Which lines of the entries below hold the word "شارع"? Report each of them.

_ _ _ _

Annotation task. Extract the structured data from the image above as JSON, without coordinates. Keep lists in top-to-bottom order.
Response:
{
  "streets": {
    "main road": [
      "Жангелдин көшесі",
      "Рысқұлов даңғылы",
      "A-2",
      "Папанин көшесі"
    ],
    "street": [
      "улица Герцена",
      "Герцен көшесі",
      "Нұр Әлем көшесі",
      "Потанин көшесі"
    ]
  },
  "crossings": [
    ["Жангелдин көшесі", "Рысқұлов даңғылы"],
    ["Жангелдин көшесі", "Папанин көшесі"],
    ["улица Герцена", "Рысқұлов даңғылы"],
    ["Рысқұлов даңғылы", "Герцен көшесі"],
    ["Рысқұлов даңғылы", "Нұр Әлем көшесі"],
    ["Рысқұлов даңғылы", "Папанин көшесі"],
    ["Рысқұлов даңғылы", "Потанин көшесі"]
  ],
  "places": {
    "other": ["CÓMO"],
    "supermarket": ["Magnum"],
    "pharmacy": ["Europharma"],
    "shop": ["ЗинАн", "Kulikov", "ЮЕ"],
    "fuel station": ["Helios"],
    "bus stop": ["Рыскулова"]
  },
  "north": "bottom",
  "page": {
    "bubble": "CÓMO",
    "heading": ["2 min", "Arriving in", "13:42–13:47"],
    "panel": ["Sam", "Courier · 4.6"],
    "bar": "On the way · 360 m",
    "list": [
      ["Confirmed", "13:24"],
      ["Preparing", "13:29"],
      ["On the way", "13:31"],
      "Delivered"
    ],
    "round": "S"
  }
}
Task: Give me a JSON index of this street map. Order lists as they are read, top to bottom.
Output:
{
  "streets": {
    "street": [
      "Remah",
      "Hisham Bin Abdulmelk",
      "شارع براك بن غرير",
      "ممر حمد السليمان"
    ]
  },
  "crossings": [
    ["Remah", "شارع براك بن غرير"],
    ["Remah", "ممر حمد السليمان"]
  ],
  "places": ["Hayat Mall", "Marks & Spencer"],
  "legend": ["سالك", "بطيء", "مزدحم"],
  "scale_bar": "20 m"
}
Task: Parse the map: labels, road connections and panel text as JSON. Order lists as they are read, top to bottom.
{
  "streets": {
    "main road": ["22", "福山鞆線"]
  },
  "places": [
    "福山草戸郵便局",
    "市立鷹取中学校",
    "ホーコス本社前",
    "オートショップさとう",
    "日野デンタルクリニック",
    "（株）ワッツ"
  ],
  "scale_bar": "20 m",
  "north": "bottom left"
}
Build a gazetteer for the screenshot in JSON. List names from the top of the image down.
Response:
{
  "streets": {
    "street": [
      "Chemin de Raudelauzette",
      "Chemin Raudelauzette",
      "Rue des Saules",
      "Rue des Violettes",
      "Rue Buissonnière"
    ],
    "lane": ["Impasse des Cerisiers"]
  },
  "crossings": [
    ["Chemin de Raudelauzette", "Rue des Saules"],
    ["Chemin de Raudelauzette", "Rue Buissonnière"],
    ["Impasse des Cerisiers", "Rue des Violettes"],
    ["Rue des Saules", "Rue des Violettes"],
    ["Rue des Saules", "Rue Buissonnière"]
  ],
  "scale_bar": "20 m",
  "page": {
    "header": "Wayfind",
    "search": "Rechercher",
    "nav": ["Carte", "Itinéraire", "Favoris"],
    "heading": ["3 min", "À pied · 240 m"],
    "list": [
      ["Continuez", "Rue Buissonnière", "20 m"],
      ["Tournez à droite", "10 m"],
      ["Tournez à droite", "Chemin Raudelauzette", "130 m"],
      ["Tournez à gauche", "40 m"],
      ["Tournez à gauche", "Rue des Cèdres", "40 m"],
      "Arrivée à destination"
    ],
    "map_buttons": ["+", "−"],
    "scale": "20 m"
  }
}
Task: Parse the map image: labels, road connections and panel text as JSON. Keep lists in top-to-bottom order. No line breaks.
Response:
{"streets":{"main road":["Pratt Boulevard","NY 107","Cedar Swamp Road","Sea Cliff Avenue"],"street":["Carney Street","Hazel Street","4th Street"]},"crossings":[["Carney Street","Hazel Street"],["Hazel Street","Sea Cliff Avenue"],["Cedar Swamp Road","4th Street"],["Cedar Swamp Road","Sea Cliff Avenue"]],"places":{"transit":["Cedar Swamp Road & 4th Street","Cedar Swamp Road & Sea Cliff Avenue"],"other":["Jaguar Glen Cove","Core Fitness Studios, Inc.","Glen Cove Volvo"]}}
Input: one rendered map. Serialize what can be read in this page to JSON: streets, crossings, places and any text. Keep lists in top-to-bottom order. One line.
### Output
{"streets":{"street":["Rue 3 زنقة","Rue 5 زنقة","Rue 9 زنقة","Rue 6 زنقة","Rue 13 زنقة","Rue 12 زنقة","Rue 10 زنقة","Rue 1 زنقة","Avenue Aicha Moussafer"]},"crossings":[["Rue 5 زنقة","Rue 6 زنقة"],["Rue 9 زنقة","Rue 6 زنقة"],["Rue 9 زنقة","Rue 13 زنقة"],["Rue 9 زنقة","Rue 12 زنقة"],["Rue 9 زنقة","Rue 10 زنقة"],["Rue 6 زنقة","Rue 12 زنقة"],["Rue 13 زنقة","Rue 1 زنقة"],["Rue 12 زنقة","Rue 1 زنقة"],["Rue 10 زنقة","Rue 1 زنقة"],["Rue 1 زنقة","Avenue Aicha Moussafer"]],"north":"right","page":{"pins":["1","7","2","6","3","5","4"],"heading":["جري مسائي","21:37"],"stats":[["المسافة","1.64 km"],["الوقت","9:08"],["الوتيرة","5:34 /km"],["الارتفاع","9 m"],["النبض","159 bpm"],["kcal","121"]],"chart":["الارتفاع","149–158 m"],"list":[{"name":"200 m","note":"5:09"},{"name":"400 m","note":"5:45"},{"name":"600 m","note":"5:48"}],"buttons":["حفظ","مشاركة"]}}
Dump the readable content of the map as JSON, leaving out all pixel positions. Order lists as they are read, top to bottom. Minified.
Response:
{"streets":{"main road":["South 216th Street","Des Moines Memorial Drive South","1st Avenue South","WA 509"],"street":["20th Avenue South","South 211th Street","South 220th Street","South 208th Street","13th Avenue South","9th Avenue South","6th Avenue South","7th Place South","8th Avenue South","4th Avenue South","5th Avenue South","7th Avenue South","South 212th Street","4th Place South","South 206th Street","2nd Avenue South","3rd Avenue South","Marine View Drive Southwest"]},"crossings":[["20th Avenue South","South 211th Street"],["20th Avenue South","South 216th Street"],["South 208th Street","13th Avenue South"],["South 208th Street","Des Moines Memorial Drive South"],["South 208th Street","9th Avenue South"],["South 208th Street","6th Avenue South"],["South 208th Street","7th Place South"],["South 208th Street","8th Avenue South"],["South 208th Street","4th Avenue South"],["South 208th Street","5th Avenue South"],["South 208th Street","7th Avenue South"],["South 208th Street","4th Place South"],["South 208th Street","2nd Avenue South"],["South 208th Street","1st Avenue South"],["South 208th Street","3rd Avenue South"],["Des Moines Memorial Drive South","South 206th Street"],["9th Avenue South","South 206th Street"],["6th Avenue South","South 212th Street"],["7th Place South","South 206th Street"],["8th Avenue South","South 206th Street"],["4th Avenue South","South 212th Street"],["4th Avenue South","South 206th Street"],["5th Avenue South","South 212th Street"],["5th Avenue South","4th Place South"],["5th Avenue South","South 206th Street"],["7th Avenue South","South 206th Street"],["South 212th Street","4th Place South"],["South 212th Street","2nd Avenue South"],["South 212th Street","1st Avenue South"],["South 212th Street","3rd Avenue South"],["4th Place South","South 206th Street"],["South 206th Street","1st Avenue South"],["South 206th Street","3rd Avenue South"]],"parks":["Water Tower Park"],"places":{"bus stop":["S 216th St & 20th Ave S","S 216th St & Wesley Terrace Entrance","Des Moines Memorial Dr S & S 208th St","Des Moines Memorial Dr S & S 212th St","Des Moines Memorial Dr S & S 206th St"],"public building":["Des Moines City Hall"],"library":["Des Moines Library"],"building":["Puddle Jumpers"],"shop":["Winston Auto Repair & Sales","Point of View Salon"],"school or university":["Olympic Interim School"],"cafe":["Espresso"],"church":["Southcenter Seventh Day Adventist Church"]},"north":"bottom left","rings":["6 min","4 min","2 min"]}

_ _ _ _

Output of the exercise -
      "شارع براك بن غرير",
    ["Remah", "شارع براك بن غرير"],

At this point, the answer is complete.